__Stored data__:
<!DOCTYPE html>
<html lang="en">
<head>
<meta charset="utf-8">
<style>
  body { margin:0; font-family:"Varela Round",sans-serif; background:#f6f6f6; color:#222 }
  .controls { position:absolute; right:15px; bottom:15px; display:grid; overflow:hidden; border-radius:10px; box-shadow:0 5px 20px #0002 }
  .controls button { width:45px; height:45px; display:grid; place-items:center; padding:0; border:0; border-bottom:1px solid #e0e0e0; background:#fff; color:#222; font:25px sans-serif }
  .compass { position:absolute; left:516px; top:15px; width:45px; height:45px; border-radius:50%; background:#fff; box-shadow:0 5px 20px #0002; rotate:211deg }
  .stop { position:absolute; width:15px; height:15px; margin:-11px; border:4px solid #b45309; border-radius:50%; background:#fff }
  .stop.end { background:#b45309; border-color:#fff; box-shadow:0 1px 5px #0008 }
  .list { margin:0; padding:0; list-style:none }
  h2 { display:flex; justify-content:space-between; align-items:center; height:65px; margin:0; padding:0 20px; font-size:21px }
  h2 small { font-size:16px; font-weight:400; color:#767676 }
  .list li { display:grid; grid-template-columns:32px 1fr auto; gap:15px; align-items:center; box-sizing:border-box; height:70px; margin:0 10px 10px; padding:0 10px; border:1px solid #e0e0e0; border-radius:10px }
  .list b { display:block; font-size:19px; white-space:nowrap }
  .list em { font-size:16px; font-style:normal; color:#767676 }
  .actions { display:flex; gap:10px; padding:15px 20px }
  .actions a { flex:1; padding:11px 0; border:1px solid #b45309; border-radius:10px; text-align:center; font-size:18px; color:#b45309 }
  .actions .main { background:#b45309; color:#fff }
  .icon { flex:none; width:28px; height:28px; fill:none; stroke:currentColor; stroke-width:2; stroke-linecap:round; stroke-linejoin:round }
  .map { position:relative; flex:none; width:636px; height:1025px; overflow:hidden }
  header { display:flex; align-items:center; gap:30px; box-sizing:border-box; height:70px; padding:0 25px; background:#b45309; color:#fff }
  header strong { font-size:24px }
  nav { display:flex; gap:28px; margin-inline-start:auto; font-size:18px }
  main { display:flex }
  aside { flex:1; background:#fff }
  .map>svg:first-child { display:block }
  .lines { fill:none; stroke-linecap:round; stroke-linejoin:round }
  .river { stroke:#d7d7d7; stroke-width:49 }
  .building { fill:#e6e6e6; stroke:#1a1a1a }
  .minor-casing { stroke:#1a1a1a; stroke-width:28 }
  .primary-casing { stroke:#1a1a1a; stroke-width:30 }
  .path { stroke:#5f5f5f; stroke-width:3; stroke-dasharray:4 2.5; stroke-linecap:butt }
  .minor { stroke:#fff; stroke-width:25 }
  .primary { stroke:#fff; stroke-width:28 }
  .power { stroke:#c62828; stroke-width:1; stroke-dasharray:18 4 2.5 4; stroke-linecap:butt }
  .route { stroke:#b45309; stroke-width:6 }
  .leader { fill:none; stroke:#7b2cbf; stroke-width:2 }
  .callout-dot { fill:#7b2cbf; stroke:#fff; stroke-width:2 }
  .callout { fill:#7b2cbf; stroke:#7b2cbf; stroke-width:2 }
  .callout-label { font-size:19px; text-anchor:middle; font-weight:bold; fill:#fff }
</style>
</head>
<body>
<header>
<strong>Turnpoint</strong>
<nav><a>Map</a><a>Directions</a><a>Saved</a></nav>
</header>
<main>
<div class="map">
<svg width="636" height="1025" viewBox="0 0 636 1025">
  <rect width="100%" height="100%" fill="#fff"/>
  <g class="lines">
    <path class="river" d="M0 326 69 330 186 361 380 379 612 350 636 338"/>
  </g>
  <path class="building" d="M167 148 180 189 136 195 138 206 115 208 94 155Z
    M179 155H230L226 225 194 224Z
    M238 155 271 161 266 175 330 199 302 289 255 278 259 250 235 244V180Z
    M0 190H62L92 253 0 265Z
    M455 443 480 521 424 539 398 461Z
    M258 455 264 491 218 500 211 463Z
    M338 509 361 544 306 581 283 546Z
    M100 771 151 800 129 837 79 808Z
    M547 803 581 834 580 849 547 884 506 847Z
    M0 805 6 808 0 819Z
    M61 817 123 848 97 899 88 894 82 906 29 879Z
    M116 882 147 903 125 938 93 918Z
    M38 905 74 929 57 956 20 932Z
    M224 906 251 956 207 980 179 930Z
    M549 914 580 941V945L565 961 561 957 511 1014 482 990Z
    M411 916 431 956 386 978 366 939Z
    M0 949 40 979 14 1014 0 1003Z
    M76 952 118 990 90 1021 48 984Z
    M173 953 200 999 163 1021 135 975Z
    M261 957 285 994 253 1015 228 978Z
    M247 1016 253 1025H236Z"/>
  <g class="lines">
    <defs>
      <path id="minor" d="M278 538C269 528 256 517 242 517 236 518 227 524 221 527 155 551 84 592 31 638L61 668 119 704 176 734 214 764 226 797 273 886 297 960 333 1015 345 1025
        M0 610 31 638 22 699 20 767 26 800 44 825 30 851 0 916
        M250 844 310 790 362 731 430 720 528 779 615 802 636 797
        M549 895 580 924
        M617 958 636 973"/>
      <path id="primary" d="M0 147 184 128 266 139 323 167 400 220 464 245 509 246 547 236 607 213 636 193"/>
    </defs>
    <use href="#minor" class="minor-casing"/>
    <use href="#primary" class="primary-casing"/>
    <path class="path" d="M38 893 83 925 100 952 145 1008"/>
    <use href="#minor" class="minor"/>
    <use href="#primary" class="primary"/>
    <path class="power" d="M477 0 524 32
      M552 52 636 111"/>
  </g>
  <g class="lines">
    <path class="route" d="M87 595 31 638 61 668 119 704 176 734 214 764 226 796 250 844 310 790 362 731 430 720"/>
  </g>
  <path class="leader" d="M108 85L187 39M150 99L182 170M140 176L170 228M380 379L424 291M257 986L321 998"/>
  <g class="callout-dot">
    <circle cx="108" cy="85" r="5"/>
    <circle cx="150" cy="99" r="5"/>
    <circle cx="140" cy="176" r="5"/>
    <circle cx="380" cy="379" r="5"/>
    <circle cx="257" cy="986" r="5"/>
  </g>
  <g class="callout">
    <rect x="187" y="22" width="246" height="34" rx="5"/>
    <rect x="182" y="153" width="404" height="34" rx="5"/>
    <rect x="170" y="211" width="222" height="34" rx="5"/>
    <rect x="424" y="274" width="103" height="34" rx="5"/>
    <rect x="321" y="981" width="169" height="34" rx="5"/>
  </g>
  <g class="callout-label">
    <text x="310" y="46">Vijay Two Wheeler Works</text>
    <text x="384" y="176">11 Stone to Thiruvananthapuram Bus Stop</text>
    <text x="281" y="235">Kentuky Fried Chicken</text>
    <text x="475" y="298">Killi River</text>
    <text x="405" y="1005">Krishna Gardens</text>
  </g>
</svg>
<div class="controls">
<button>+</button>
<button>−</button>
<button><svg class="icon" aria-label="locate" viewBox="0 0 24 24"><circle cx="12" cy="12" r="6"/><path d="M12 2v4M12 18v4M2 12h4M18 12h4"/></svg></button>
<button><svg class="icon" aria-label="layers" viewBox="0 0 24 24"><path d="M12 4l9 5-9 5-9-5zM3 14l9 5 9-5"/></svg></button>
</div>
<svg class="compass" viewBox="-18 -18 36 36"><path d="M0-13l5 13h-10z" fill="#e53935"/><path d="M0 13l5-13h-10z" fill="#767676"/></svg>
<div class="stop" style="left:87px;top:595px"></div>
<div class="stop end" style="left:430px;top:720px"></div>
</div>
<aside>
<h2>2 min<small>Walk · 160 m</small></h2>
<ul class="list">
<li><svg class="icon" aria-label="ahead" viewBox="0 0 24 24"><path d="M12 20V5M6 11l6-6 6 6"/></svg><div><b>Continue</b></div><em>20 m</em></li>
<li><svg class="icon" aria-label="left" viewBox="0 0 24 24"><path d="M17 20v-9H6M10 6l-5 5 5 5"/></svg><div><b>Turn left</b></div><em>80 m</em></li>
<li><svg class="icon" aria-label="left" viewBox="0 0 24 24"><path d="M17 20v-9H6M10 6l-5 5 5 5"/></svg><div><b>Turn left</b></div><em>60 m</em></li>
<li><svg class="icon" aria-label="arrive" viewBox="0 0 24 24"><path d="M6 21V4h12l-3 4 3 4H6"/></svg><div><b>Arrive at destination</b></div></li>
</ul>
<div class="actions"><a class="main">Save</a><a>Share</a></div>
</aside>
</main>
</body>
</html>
...
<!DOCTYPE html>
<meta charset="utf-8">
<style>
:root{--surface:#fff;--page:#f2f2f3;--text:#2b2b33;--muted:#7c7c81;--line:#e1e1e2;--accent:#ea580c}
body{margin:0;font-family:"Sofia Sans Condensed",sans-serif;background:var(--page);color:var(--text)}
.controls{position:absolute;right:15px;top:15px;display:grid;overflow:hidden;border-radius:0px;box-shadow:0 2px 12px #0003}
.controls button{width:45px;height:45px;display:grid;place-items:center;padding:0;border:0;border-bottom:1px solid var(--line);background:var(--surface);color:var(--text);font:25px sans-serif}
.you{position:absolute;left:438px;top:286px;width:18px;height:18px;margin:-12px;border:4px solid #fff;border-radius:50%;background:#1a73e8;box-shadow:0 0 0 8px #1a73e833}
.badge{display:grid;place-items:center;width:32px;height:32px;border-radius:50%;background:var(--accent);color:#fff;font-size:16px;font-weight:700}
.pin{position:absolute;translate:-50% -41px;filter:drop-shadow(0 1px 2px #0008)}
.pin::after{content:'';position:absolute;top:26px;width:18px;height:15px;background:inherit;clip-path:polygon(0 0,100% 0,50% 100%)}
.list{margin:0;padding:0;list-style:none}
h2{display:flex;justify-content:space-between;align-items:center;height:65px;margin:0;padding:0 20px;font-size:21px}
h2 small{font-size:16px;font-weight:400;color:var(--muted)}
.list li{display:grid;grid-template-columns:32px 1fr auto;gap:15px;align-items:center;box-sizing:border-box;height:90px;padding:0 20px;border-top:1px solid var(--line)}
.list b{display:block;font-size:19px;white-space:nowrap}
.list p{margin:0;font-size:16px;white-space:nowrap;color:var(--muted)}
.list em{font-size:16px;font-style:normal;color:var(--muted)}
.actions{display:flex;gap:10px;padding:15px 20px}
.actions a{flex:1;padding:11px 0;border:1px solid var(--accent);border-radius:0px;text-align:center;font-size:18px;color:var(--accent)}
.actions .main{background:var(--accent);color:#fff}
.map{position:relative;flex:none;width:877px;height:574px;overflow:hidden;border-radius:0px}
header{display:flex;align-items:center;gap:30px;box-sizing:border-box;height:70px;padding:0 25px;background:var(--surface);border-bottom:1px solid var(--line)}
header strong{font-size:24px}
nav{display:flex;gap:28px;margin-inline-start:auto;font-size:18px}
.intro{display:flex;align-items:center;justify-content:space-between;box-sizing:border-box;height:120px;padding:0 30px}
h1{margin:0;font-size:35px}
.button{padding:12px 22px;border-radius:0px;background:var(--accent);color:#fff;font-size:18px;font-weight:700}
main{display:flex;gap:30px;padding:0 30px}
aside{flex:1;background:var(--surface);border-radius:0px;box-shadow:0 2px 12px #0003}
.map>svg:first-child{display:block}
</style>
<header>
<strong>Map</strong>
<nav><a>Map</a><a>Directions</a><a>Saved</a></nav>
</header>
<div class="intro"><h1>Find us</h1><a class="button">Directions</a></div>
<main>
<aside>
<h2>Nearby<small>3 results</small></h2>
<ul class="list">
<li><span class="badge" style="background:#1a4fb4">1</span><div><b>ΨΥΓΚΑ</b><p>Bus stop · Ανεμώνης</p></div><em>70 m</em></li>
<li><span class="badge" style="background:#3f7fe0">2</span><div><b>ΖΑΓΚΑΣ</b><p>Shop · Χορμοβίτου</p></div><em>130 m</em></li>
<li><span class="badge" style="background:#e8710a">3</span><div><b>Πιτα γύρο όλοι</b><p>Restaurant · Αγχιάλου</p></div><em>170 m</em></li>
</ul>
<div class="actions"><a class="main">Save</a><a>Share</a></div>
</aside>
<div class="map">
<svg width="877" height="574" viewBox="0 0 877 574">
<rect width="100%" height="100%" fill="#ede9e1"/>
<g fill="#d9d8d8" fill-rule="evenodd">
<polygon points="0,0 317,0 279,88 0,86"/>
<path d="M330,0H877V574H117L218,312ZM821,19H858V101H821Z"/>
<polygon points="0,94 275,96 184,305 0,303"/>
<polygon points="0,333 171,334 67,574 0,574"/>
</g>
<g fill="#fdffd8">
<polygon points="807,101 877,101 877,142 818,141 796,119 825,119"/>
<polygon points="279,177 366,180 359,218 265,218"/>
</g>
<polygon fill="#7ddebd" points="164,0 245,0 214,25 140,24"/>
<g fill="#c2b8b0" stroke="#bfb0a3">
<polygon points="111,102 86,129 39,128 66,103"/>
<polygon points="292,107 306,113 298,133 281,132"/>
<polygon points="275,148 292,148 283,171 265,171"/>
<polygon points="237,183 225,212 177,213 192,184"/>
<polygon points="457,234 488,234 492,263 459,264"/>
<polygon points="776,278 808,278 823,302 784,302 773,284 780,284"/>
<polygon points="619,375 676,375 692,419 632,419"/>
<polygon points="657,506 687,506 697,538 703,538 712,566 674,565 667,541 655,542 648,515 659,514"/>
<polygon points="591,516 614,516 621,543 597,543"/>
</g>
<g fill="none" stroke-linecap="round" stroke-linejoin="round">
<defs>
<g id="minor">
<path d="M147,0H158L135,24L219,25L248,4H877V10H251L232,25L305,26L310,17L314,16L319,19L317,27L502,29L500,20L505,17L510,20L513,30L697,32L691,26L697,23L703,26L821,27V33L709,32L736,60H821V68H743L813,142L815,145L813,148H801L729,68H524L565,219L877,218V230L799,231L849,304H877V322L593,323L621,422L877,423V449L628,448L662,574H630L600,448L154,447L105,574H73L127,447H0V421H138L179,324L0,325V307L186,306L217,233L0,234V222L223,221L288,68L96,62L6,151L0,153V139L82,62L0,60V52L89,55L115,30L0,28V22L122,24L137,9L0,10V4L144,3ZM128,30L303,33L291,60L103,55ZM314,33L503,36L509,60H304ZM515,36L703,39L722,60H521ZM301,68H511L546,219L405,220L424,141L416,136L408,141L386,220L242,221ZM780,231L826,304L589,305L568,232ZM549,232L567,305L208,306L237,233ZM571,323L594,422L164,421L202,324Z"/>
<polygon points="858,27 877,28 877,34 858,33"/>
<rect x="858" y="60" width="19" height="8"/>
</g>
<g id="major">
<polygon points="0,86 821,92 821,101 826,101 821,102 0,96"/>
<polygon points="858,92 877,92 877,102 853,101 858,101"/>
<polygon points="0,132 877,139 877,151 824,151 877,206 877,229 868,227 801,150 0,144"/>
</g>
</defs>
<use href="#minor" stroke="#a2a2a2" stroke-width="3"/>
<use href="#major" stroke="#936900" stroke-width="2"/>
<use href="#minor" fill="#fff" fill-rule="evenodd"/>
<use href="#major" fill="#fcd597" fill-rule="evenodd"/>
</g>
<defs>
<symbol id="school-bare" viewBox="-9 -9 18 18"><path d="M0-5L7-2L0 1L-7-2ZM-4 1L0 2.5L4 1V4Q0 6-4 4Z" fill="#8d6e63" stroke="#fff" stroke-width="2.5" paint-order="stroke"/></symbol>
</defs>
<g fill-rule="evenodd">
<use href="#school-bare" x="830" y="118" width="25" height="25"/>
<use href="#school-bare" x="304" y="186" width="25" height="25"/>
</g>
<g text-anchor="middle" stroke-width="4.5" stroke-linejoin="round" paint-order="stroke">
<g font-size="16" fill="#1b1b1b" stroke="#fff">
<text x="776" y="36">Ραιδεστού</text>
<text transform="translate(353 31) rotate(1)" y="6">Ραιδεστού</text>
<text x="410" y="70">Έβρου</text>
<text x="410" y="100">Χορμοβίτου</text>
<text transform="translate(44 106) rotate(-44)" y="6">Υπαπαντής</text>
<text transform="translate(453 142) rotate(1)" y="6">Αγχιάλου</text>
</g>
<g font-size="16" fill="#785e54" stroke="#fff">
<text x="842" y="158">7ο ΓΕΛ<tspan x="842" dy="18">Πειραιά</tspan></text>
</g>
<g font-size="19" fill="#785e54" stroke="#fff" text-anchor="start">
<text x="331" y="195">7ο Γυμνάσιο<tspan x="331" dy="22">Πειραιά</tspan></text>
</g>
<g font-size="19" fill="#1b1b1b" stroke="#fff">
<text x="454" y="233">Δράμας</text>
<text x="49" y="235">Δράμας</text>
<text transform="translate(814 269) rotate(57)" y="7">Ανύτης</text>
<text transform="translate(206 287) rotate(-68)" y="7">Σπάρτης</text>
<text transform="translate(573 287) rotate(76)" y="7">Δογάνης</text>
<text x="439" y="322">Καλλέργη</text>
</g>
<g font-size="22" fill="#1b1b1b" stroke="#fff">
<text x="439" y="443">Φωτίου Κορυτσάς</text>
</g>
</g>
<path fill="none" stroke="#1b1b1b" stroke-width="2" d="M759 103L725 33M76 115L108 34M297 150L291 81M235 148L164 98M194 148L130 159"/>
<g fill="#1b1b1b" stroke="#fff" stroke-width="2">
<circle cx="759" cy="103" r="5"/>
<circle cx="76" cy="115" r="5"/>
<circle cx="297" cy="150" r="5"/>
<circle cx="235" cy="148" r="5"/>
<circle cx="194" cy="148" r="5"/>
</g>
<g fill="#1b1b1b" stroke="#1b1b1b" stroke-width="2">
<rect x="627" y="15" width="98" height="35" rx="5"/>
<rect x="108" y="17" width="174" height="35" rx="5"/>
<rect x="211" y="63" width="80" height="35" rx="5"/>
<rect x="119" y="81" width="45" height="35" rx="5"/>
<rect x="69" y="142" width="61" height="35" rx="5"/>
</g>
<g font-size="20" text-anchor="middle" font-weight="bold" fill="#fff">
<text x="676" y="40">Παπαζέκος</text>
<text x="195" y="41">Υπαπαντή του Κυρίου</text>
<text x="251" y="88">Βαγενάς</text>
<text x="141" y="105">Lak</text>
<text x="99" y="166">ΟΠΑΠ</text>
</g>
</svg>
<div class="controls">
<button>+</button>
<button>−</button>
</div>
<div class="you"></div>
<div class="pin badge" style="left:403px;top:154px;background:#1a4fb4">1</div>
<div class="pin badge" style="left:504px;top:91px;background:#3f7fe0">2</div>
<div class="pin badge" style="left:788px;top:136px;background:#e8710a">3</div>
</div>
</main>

__Task details__: Among the records above, find each line holding the string "html" and pull it out.

__Answer to the problem__:
<!DOCTYPE html>
<html lang="en">
</html>
<!DOCTYPE html>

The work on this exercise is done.